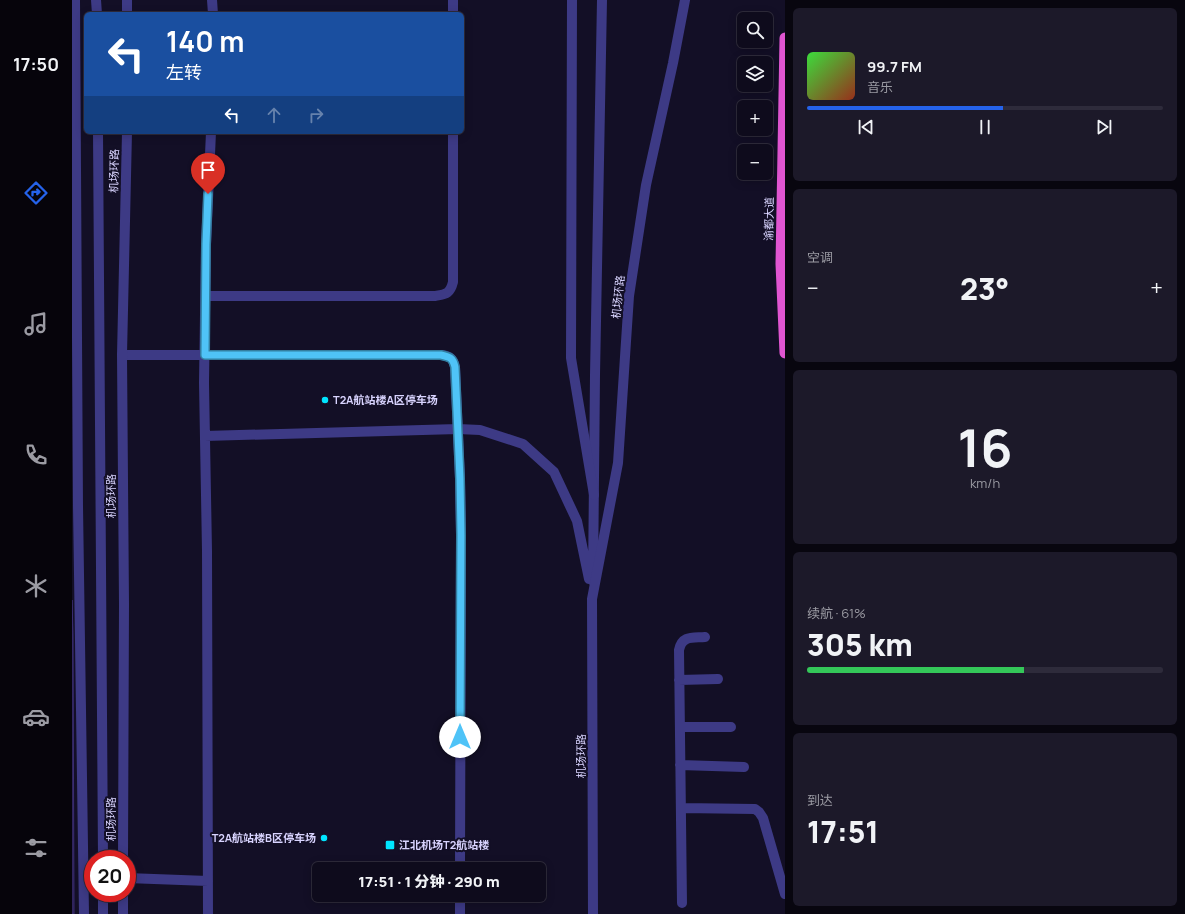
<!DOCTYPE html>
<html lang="zh">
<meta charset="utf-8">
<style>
body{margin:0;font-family:Manrope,"Noto Sans SC",sans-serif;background:#1c1929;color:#f1f3f6;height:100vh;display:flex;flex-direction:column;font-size:15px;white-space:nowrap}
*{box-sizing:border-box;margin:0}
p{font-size:13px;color:#9b9ba3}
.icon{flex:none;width:22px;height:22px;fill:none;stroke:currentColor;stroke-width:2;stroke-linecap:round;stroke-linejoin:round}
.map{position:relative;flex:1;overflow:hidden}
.drawer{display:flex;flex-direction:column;gap:8px;padding:8px;background:#08060f;width:400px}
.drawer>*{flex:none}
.banner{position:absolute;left:12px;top:12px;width:380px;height:122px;border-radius:6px;box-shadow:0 2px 10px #0003,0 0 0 1px #2e2b3b;background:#1a4fa0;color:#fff;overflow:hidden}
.fabs{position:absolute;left:665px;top:12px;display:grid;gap:8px}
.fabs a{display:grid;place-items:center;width:36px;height:36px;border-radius:6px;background:#0e0b1c;box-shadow:0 2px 10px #0003,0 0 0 1px #2e2b3b;font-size:20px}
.speed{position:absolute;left:12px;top:850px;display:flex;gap:8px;font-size:20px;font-weight:700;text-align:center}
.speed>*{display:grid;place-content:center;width:52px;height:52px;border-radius:50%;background:#0e0b1c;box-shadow:0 2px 10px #0003,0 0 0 1px #2e2b3b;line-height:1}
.speed .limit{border:6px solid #d22;background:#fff;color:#111}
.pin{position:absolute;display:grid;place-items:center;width:34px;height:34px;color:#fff;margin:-41px -17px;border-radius:50% 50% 50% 0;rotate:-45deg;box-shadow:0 0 4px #0007}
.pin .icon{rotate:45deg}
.me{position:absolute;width:44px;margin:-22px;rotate:0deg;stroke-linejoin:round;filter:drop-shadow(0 0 3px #0008)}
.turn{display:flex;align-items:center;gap:14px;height:84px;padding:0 16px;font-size:18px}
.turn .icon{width:52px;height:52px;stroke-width:2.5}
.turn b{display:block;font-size:28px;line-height:34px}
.lanes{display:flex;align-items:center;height:38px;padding:0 16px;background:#0003;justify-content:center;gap:20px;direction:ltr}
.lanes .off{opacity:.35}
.big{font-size:30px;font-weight:800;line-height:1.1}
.drawer .tile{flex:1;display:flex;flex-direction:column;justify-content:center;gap:6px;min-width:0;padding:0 14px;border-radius:6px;background:#1c1929}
.drawer .dial{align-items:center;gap:0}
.dial b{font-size:52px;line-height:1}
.song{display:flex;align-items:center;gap:12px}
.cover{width:48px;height:48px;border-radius:6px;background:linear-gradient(135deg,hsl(120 70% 55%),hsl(10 70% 35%))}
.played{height:4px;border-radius:2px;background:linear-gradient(90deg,#2563eb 55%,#2e2b3b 55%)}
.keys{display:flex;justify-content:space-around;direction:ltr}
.heat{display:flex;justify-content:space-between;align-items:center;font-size:22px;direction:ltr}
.charge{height:6px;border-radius:3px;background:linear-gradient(90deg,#34c759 61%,#2e2b3b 0)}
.trip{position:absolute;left:240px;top:862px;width:234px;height:40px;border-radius:6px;background:#0e0b1c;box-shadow:0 2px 10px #0003,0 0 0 1px #2e2b3b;font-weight:800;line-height:40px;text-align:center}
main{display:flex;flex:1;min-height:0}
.tabs{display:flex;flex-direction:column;width:72px;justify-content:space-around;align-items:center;background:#06040b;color:#9b9ba3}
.tabs .icon{width:28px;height:28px}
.tabs .selected{color:#2563eb}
.tabs b{font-size:18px;color:#f1f3f6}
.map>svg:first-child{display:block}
.building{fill:#241b47;stroke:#3b2d73}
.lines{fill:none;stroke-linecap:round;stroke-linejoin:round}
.service{stroke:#3d3a85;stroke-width:10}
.tertiary{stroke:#3d3a85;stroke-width:10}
.trunk{stroke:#e055d1;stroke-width:11}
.tertiary-bridge{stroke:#3d3a85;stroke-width:10}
.route-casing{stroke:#337fa1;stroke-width:10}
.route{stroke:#4fc3f7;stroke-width:7}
.poi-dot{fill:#00e5ff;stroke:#130f26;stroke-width:1.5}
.labels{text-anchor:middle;stroke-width:4;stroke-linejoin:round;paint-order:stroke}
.street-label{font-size:11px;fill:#d9d4ff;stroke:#130f26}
.poi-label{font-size:11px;font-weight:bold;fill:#d9d4ff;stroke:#130f26;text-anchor:start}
</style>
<main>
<nav class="tabs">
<b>17:50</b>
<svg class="icon selected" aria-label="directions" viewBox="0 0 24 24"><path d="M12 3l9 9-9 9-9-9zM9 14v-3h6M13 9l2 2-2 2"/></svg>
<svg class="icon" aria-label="music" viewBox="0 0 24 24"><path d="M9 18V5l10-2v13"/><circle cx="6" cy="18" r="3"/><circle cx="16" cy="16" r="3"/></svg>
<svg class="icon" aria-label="phone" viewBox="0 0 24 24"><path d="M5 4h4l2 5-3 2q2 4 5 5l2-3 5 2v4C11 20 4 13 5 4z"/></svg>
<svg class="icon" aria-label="climate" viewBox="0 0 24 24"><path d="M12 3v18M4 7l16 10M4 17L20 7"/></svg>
<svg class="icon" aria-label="car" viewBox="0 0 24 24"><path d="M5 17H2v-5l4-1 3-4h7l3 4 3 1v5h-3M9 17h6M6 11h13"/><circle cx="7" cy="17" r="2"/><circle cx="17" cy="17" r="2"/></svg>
<svg class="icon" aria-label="filters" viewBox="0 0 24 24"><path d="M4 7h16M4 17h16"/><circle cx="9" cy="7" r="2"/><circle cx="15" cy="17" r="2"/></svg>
</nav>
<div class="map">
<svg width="713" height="914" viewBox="0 0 713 914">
<rect width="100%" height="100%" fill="#130f26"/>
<path class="building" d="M 0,600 L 1,635 L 2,914 L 0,914 Z"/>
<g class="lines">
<path class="service" d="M 3,0 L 6,506 L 12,914
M 140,0 L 141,14
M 381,0 L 381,14
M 134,296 L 363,296 C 374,294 378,294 381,282 L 381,132
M 50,355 L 369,355 C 378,356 381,358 383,367 L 388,479 L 389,535 L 388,869
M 133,436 L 386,429 L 408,430 L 451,444 L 482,472 L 505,521 L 517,579
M 521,581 L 523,375 L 530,0
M 607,680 L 646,679
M 608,727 L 659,727
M 608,765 L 672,767
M 609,808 L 683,809 L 687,812 L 691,818 L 713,894
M 55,878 L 136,881
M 610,903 L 607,650 C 610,635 621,638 633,637
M 136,914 L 135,551 L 132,383 L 134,245 L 139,132
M 388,914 L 388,895"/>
<path class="tertiary" d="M 24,0 L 25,14
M 55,0 L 55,14
M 500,0 L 499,358 L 522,495
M 51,859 L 52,604 L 50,355 L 55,132
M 31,893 L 31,914
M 51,914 L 51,893
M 521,914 L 520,599 L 546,463 L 557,296 L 574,185 L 601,63 L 613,0"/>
<path class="trunk" d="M 713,38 L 709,264 L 713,353"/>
<path class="tertiary-bridge" d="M 26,132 L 31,859"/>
</g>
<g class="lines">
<defs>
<path id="route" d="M 136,194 L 134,244 L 133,355 L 369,355 C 378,357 381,358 383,367 L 388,479 L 389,535 L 388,737"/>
</defs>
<use href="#route" class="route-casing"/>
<use href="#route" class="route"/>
</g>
<g class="poi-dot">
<circle cx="253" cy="400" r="4"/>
<circle cx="252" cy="838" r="4"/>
<rect x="313" y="840" width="10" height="10" rx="2"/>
</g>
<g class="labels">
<g class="street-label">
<text transform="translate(42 171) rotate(-89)" y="4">机场环路</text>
<text transform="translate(697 219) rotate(-89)" y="4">渝都大道</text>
<text transform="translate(546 297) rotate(-84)" y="4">机场环路</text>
<text transform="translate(39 496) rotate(-90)" y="4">机场环路</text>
<text transform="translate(509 756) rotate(-90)" y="4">机场环路</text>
<text transform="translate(39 819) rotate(-90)" y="4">机场环路</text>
</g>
<g class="poi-label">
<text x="261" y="404">T2A航站楼A区停车场</text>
<text x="244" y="842" text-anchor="end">T2A航站楼B区停车场</text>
<text x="327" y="849">江北机场T2航站楼</text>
</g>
</g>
</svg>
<div class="fabs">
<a><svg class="icon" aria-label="search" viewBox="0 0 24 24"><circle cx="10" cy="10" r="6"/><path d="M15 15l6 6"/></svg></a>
<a><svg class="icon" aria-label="layers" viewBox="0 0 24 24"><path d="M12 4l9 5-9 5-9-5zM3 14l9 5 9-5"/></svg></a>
<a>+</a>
<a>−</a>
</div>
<div class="speed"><div class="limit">20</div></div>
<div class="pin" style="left:136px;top:194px;background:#d93025"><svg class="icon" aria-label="arrive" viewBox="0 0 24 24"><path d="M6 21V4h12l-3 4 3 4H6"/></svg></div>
<svg class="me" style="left:388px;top:737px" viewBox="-20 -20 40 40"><circle r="19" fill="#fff"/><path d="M0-13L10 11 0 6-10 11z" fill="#4fc3f7"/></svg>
<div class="trip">17:51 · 1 分钟 · 290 m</div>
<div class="banner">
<div class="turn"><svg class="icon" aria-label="left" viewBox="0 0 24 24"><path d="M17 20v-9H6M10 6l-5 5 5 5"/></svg><div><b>140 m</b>左转</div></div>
<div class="lanes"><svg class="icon" aria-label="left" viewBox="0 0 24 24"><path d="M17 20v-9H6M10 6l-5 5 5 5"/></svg><svg class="icon off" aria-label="ahead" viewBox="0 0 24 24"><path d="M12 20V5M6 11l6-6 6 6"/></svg><svg class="icon off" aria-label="right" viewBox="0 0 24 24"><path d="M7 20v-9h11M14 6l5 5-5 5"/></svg></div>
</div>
</div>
<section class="drawer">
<div class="tile">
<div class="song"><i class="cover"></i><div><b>99.7 FM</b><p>音乐</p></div></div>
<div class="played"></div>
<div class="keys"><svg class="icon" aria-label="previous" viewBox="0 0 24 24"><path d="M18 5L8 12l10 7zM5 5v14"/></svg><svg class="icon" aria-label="pause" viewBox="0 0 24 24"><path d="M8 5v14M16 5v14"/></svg><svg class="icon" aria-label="next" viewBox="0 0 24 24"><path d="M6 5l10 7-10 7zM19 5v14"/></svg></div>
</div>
<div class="tile"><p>空调</p>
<div class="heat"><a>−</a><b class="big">23°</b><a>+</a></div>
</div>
<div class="tile dial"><b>16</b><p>km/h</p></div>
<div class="tile"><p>续航 · 61%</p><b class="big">305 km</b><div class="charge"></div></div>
<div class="tile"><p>到达</p><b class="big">17:51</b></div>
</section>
</main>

◆ Work order: Your task is to return each line of the data above that contains the string "linear".

◆ Output for this exercise:
.cover{width:48px;height:48px;border-radius:6px;background:linear-gradient(135deg,hsl(120 70% 55%),hsl(10 70% 35%))}
.played{height:4px;border-radius:2px;background:linear-gradient(90deg,#2563eb 55%,#2e2b3b 55%)}
.charge{height:6px;border-radius:3px;background:linear-gradient(90deg,#34c759 61%,#2e2b3b 0)}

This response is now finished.